Il ruolo dell’Europa: dal bordo al centro

Il mini‑vertice di Londra — con Keir Starmer, Emmanuel Macron, Friedrich Merz e Zelensky — ha rimesso l’Europa in cabina di regia almeno su due dossier: scrittura politica della cornice e messa a terra delle garanzie. Nei corridoi diplomatici, il messaggio è duplice: sostenere Kiev nella trattativa con Washington e prevenire una pace sbilanciata che lasci l’Europa più esposta domani. In termini concreti, Londra, Parigi e Berlino hanno concorso alla riduzione e pulizia del documento, togliendo passaggi ritenuti inaccettabili per Kiev. La versione finale, prima di volare a Washington, porta anche la loro firma politica.

Non partono da zero: la dichiarazione G7 del 12 luglio 2023 e i patti bilaterali firmati da Ucraina con vari Paesi europei nel 2024‑2025 sono la cassetta degli attrezzi già pronta. Il salto richiesto oggi è scalare quegli impegni: quantità, tempi, finanziamenti.

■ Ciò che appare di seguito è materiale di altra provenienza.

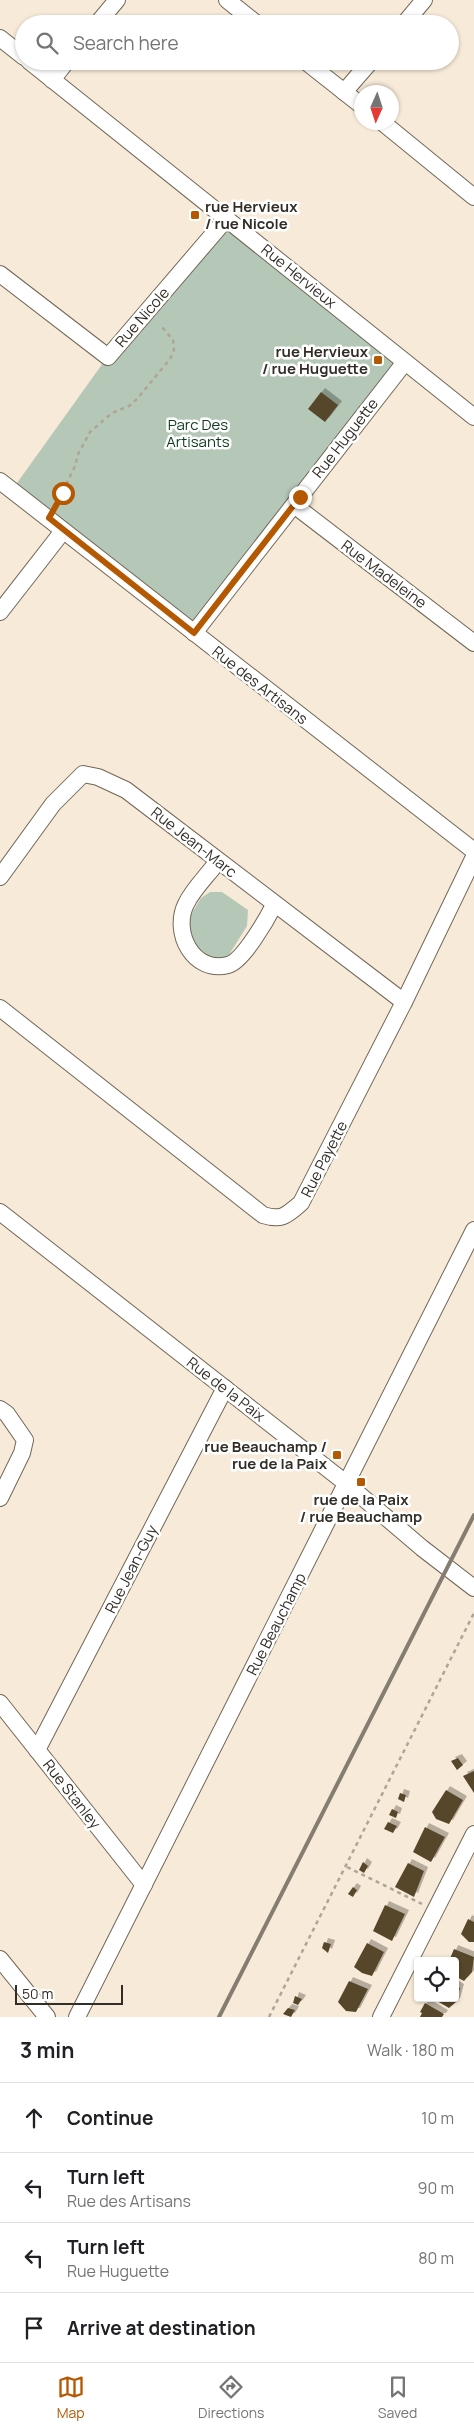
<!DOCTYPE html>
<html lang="en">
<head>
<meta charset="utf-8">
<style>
  body { margin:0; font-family:Manrope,sans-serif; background:#f2f2f2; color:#202124 }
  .controls { position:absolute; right:15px; bottom:15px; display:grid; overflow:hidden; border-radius:5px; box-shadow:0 1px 4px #0004 }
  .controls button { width:45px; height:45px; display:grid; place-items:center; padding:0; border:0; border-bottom:1px solid #e0e0e0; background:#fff; color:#202124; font:25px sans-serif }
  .compass { position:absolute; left:354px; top:85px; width:45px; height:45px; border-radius:50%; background:#fff; box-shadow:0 1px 4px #0004; rotate:183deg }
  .scale { position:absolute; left:15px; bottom:12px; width:108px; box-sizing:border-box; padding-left:5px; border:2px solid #322e27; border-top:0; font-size:14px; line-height:18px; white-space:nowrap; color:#322e27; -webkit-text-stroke:4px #fff; paint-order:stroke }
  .stop { position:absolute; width:15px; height:15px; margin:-11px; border:4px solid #b55802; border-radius:50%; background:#fff }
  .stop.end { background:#b55802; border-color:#fff; box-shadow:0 1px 5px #0008 }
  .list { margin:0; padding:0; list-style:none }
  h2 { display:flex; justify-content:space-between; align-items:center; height:65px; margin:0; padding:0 20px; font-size:21px }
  h2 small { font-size:16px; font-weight:400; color:#757577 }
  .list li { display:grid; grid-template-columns:32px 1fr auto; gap:15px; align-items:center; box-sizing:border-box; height:70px; padding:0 20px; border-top:1px solid #e0e0e0 }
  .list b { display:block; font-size:19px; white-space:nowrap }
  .list p { margin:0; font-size:16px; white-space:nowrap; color:#757577 }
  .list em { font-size:16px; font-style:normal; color:#757577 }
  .icon { flex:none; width:28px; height:28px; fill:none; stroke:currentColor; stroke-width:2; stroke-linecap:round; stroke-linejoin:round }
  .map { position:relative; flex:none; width:474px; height:2017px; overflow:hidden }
  .search { position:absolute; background:#fff; box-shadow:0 1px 4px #0004; left:15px; right:15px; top:15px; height:55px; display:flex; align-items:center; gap:12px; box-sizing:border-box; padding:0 18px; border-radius:28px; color:#757577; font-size:19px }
  .sheet { height:345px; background:#fff }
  nav { display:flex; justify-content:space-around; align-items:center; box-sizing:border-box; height:70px; border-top:1px solid #e0e0e0; background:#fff; font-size:14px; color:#757577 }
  nav a { display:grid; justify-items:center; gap:2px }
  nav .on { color:#b55802 }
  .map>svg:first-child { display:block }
</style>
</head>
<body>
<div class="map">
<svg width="474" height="2017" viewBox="0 0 474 2017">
  <defs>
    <filter id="shadow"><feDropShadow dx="4" dy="-4" stdDeviation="0" flood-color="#0004"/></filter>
  </defs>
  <rect width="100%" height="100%" fill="#f7ead8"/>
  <g fill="#b5c8b8">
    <path d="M227 218 405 361 195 633 12 490 108 356Z"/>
    <path d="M210 892H222L248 910 247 926 227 958C199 963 193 949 184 926L201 898Z"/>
  </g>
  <g fill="#57462b" filter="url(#shadow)">
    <path d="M321 392 338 405 325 422 308 409Z"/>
    <path d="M458 1758 463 1765 457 1770 451 1761Z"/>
    <path d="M474 1771V1793L463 1776Z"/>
    <path d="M446 1790 463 1800 449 1824 436 1819 432 1812Z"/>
    <path d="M400 1793 406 1795 404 1802 398 1799Z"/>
    <path d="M392 1809 398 1812 396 1818 389 1815Z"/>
    <path d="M388 1822 397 1826 393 1833 384 1829Z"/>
    <path d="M425 1827 445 1837 431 1862 413 1852Z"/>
    <path d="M363 1862 368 1866 364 1873 359 1870Z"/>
    <path d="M408 1863 424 1871 414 1897 395 1887Z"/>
    <path d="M353 1887 357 1890 353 1897 348 1894Z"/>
    <path d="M385 1905 405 1914 392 1941 373 1931Z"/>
    <path d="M468 1919 474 1922V1942H469L461 1934Z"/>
    <path d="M324 1942 331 1944 328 1953 322 1948Z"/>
    <path d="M367 1943 384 1952 372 1976 362 1973 354 1967Z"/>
    <path d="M454 1949 474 1957 472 1972 464 1981 455 1976V1961H449Z"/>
    <path d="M349 1981 368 1989 356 2012 346 2011 338 2002Z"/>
    <path d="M455 1985 460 1988 456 2002 449 2008 432 1998H455Z"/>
    <path d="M295 1996 302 1999 298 2005 293 2003Z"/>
    <path d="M425 2003 444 2014 442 2017H420L422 2013 420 2012Z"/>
    <path d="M288 2008 295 2010 291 2017 283 2014Z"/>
  </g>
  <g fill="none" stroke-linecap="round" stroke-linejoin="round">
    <g stroke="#716757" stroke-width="18">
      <g id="street">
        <path d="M227 0 257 24"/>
        <path d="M97 24 117 0"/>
        <path d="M404 24 424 0"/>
        <path d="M0 38 24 57"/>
        <path d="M29 61 474 417"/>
        <path d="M305 61 362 106"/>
        <path d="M52 80 67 61"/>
        <path d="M344 92 371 61"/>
        <path d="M382 122 474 197"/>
        <path d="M0 274 108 357 227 218"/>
        <path d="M0 481 474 851"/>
        <path d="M294 505 474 643"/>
        <path d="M0 612 63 531"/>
        <path d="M194 633 405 362"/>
        <path d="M218 861C208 875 193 889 186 904 172 932 193 974 228 965 243 961 267 919 274 905"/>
        <path d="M0 877 53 804 83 774 98 777 126 790 404 1002"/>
        <path d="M0 1008 263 1215C282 1221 287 1215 301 1203L404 1002 474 857"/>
        <path d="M0 1212 347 1484 422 1548 474 1588"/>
        <path d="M0 1409 7 1414 25 1440 22 1453 0 1498"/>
        <path d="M0 1703 144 1885"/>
        <path d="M37 1750 225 1388"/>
        <path d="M0 1959 47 2017"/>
        <path d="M77 2017 474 1230"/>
        <path d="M381 2017 474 1834"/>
      </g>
    </g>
    <g stroke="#aea497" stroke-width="2.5" stroke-dasharray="4 4" stroke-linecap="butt">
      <path d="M56 506 76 464 77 456 90 432 112 413 129 406 137 399 170 359 174 350 173 340 162 327"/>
      <path d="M347 1867 422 1904"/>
      <path d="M269 2017 474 1613"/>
    </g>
    <use href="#street" stroke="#fff" stroke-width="16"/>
    <path stroke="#857d72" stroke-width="4" d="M219 2017 474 1515"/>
  </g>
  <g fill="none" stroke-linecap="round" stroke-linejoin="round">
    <path stroke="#b55802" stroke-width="6" d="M63 493 49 518 194 633 300 497"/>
  </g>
  <g fill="#b55802" stroke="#fff" stroke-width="2">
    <rect x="190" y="210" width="10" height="10" rx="2.5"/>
    <rect x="373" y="355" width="10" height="10" rx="2.5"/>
    <rect x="332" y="1450" width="10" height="10" rx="2.5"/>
    <rect x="356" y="1477" width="10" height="10" rx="2.5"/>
  </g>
  <g text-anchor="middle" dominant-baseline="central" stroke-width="5" stroke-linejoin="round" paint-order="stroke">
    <g font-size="15" font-weight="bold" fill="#322e27" stroke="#fff" text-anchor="end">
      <text x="205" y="206" text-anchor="start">rue Hervieux<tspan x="205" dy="17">/ rue Nicole</tspan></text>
      <text x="368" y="351">rue Hervieux<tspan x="368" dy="17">/ rue Huguette</tspan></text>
      <text x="327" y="1446">rue Beauchamp /<tspan x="327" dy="17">rue de la Paix</tspan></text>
      <text x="361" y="1499" text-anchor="middle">rue de la Paix<tspan x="361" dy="17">/ rue Beauchamp</tspan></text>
    </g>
    <g font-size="15" fill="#322e27" stroke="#fff">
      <text transform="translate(299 276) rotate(39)">Rue Hervieux</text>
      <text transform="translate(142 317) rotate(-49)">Rue Nicole</text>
      <text transform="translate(345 438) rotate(-52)">Rue Huguette</text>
      <text transform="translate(384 574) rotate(37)">Rue Madeleine</text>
      <text transform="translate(260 685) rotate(38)">Rue des Artisans</text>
      <text transform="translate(194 842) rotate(38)">Rue Jean-Marc</text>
      <text transform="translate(324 1159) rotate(-63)">Rue Payette</text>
      <text transform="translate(226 1389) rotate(38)">Rue de la Paix</text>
      <text transform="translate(131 1569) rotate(-63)">Rue Jean-Guy</text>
      <text transform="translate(276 1624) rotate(-63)">Rue Beauchamp</text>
      <text transform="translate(72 1794) rotate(52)">Rue Stanley</text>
    </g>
    <g font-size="15" fill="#0d3d1c" stroke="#fff">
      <text x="198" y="424">Parc Des<tspan x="198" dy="17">Artisants</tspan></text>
    </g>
  </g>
</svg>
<div class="controls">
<button><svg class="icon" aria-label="locate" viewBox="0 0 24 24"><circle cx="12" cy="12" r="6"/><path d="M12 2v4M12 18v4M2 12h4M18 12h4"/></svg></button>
</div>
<svg class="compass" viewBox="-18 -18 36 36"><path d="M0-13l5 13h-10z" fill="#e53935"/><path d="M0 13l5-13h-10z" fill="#757577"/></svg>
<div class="scale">50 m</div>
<div class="stop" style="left:63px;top:493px"></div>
<div class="stop end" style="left:300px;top:497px"></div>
<div class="search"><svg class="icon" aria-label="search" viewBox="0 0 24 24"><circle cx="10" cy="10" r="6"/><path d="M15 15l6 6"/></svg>Search here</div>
</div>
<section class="sheet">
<h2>3 min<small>Walk · 180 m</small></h2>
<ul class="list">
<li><svg class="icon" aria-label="ahead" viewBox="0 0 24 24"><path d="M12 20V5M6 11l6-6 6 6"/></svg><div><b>Continue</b></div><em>10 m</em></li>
<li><svg class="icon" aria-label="left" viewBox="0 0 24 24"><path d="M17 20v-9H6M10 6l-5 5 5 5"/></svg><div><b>Turn left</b><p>Rue des Artisans</p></div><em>90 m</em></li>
<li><svg class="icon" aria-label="left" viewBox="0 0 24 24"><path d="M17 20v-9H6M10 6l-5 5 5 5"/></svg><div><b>Turn left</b><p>Rue Huguette</p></div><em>80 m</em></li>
<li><svg class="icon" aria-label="arrive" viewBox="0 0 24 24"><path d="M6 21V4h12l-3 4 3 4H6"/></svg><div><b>Arrive at destination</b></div></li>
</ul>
</section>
<nav>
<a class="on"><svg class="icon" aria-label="map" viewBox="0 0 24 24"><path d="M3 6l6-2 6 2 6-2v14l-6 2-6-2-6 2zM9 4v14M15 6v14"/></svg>Map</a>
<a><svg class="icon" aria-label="directions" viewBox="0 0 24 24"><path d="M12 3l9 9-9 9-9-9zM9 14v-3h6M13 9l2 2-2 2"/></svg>Directions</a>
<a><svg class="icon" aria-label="saved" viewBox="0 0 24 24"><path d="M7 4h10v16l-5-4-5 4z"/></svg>Saved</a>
</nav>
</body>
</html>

La “coalizione dei volenterosi”: a cosa serve davvero

La riunione — virtuale — della coalizione dei volenterosi ha una funzione operativa: sincronizzare impegni militari, scorte e produzione con la roadmap negoziale. Se si arrivasse a un cessate il fuoco verificato, servirà un pacchetto immediato di misure: sorveglianza aerea, difesa dei corridoi energetici, sminamento, supporto alla Polizia e alla Guardia nazionale ucraine in aree critiche. Alcuni Paesi spingono per inserire da subito un capitolo giustizia — raccolta prove, cooperazione con Corte penale internazionale, sanzioni automatizzate — per evitare che un congelamento del fronte si traduca in impunità.

Le parole che pesano: “giusta”, “sostenibile”, “verificabile”

Le formule tornano, ma oggi hanno un contenuto più concreto:

  1. Pace giusta: non significa pace “punitiva”, ma rispetto della sovranità ucraina e ritiro delle forze di occupazione;
  2. Pace sostenibile: garanzie che dissuadano una nuova invasione (qui entra la dissuasione industriale e militare);
  3. Pace verificabile: monitoraggio indipendente, sanzioni automatiche, clausole che non dipendano dalla buona fede russa.

Sono gli stessi tre aggettivi che ritornano nei comunicati americani ed europei quando si parla di Ucraina. E sono il filtro con cui leggere ogni riga della bozza spedita a Washington.

Il fronte interno ucraino: elezioni e legittimazione

Nel dibattito internazionale è rientrato anche il tema elezioni in Ucraina. Zelensky ha segnalato apertura a un voto entro tre mesi se saranno garantite sicurezza e adeguamenti normativi, ma la discussione resta sensibile: la legge marziale vieta consultazioni, l’apparato statale è sotto stress, milioni di cittadini sono sfollati. Kiev lega l’eventuale calendario a garanzie concrete da parte dei partner.